_Aim of the exercise:_
From the entries below, copy exactly the lines from the one that contains "const poly = rows" through the one that contains "ctx.font = font", both included, and only those.
(Source data Opens)
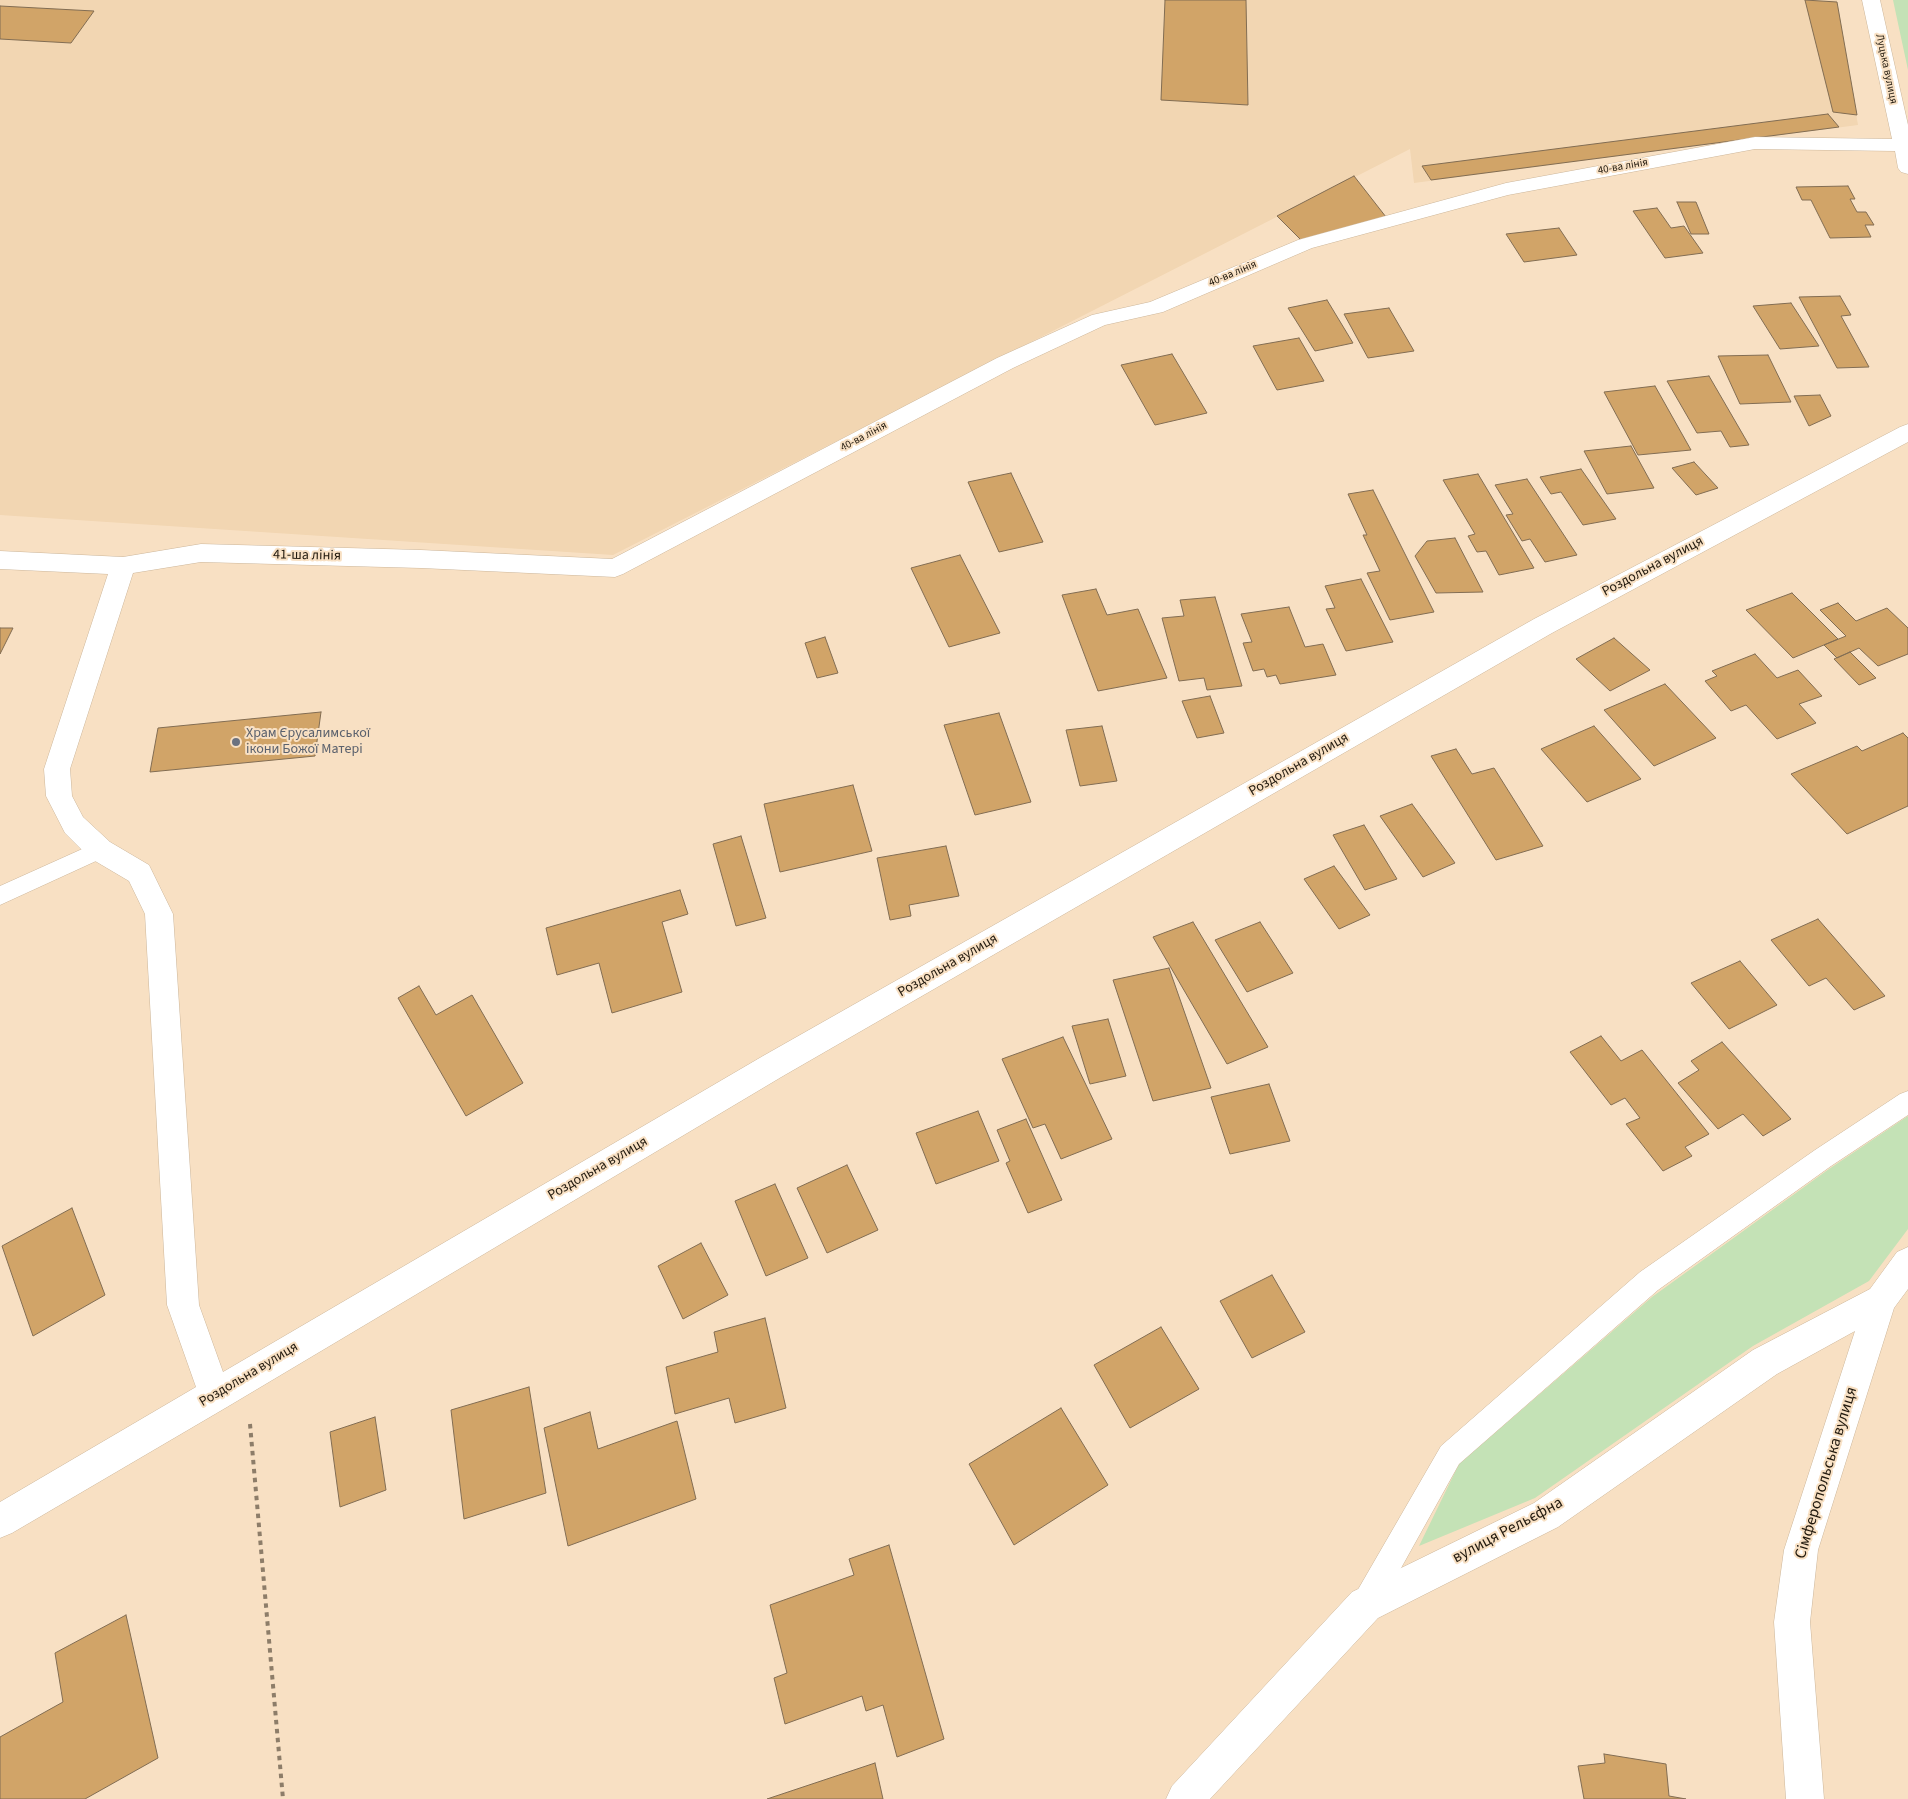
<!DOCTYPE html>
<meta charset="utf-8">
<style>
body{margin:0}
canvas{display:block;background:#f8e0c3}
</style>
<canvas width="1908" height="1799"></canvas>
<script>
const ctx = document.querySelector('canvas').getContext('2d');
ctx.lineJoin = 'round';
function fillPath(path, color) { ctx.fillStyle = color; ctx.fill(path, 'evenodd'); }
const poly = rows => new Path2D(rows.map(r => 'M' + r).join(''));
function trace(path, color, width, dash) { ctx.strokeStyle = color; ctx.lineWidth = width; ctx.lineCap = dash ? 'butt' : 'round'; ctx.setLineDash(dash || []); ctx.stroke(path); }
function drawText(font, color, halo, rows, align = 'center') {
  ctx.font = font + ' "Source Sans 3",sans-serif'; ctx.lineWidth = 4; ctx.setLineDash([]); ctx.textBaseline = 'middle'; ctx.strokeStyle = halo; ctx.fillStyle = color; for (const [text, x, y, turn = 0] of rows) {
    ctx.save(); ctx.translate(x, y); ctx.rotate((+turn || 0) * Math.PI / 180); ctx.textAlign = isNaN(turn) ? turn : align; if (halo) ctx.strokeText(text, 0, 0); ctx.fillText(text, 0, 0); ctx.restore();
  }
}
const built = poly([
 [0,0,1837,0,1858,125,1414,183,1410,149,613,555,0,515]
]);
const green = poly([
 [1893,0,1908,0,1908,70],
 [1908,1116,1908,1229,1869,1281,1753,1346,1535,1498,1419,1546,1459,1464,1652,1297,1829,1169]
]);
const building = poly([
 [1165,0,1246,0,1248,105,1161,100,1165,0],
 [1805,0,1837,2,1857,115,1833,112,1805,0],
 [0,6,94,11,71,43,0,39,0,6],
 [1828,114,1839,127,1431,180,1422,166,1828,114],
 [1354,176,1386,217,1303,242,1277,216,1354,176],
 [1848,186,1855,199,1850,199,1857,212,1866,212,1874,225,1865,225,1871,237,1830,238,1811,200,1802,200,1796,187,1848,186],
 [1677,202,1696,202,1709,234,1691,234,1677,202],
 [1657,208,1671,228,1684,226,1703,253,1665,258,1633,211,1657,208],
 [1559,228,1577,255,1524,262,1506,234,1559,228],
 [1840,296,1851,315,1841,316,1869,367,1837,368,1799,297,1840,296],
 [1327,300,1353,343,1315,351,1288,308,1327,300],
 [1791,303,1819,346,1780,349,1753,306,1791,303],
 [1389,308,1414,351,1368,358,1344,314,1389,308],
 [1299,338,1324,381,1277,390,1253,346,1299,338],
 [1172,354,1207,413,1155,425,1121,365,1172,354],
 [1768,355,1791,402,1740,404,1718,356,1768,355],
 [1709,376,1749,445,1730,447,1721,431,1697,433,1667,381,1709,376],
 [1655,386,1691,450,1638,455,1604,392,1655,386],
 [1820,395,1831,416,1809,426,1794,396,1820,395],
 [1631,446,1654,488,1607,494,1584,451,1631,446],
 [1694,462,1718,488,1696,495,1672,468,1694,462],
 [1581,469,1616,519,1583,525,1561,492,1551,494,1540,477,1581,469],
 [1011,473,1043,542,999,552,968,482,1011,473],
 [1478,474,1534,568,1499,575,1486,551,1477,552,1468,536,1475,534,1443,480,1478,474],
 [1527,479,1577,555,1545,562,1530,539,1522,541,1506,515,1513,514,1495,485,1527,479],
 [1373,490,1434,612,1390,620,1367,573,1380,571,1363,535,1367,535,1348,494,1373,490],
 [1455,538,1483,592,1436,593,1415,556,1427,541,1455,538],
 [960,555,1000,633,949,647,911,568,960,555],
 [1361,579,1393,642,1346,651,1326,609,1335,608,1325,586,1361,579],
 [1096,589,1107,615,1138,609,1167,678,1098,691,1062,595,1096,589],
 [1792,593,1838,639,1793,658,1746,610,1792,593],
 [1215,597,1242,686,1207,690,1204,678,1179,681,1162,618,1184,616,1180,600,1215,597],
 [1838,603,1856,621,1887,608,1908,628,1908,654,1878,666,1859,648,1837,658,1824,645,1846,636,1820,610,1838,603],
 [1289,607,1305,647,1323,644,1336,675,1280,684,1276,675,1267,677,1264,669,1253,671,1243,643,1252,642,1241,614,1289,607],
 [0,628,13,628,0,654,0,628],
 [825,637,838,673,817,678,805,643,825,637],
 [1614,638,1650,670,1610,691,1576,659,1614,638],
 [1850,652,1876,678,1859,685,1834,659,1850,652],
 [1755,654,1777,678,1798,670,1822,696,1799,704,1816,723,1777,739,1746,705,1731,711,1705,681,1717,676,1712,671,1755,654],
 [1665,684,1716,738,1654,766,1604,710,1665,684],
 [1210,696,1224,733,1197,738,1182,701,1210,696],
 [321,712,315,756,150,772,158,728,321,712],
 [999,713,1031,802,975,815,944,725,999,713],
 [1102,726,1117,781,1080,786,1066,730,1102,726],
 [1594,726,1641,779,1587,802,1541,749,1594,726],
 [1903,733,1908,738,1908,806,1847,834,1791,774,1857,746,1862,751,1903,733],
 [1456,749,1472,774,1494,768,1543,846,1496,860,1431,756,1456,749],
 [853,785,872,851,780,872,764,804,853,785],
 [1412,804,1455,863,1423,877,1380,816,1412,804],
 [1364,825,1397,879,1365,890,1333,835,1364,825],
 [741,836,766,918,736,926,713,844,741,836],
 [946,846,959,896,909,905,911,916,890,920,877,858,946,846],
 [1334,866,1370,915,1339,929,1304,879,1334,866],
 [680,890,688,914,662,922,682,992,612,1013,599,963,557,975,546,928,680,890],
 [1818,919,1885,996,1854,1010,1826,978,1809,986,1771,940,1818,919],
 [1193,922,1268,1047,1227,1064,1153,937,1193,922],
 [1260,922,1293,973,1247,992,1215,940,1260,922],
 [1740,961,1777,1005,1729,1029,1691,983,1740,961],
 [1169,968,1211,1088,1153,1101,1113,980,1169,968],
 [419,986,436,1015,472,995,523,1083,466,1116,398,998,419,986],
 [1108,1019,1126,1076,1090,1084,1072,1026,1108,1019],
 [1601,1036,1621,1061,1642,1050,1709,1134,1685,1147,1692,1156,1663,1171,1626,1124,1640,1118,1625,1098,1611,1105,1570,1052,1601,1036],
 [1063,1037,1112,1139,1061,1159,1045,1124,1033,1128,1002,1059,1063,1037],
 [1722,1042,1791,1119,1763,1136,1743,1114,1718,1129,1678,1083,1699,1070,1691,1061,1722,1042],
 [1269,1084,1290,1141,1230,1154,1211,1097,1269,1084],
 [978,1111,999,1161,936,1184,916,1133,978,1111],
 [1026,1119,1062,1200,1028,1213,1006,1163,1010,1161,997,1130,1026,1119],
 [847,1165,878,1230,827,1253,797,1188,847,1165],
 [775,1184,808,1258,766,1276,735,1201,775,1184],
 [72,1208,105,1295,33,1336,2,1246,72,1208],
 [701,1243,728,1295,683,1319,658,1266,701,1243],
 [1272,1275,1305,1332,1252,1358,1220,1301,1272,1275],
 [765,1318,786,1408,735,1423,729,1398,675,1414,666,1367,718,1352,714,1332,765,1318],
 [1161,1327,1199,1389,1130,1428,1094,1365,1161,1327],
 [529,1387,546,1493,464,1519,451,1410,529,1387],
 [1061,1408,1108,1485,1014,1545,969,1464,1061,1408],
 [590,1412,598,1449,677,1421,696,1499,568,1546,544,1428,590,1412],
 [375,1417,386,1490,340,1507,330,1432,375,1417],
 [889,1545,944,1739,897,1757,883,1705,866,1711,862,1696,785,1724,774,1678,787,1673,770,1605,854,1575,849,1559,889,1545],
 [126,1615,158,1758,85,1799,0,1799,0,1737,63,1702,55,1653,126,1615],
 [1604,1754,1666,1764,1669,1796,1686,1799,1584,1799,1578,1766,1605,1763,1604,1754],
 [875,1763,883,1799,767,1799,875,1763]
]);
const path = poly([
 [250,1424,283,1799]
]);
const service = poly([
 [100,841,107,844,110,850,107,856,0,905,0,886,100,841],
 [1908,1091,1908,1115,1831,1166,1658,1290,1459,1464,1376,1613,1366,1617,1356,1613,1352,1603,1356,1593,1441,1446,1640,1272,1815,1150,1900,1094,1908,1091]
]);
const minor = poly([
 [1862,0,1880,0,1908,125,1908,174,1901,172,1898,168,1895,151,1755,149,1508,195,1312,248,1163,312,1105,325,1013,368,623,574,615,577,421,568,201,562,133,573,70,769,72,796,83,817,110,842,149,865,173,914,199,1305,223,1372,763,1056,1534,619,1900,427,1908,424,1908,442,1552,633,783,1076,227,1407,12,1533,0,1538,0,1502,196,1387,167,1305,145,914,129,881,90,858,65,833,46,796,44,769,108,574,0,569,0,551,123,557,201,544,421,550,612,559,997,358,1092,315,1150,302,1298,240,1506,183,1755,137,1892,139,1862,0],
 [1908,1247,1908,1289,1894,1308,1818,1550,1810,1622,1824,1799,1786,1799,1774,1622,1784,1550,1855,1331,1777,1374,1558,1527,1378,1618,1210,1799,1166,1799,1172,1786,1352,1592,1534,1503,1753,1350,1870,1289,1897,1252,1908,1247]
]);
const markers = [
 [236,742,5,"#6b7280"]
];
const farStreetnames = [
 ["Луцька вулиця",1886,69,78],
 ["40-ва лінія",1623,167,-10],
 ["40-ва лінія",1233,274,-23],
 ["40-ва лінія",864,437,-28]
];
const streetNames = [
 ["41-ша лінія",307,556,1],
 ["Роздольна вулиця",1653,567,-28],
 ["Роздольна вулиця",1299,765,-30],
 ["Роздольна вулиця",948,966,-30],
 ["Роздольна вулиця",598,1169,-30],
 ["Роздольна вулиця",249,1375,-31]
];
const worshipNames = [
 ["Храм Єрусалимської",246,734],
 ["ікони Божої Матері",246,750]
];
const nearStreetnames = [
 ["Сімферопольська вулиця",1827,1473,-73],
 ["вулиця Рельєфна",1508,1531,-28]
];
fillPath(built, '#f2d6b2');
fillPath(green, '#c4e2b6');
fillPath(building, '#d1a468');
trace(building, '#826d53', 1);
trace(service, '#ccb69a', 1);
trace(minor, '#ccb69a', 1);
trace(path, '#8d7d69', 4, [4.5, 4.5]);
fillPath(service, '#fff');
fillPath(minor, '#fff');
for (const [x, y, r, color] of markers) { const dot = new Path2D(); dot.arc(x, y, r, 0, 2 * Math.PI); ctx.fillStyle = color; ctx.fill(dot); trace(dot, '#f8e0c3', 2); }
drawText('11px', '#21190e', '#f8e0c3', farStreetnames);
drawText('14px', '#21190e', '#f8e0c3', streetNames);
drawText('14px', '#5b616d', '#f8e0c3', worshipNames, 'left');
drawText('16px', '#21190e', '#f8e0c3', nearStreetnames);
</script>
(Source data Closes)
_Task solution:_
const poly = rows => new Path2D(rows.map(r => 'M' + r).join(''));
function trace(path, color, width, dash) { ctx.strokeStyle = color; ctx.lineWidth = width; ctx.lineCap = dash ? 'butt' : 'round'; ctx.setLineDash(dash || []); ctx.stroke(path); }
function drawText(font, color, halo, rows, align = 'center') {
  ctx.font = font + ' "Source Sans 3",sans-serif'; ctx.lineWidth = 4; ctx.setLineDash([]); ctx.textBaseline = 'middle'; ctx.strokeStyle = halo; ctx.fillStyle = color; for (const [text, x, y, turn = 0] of rows) {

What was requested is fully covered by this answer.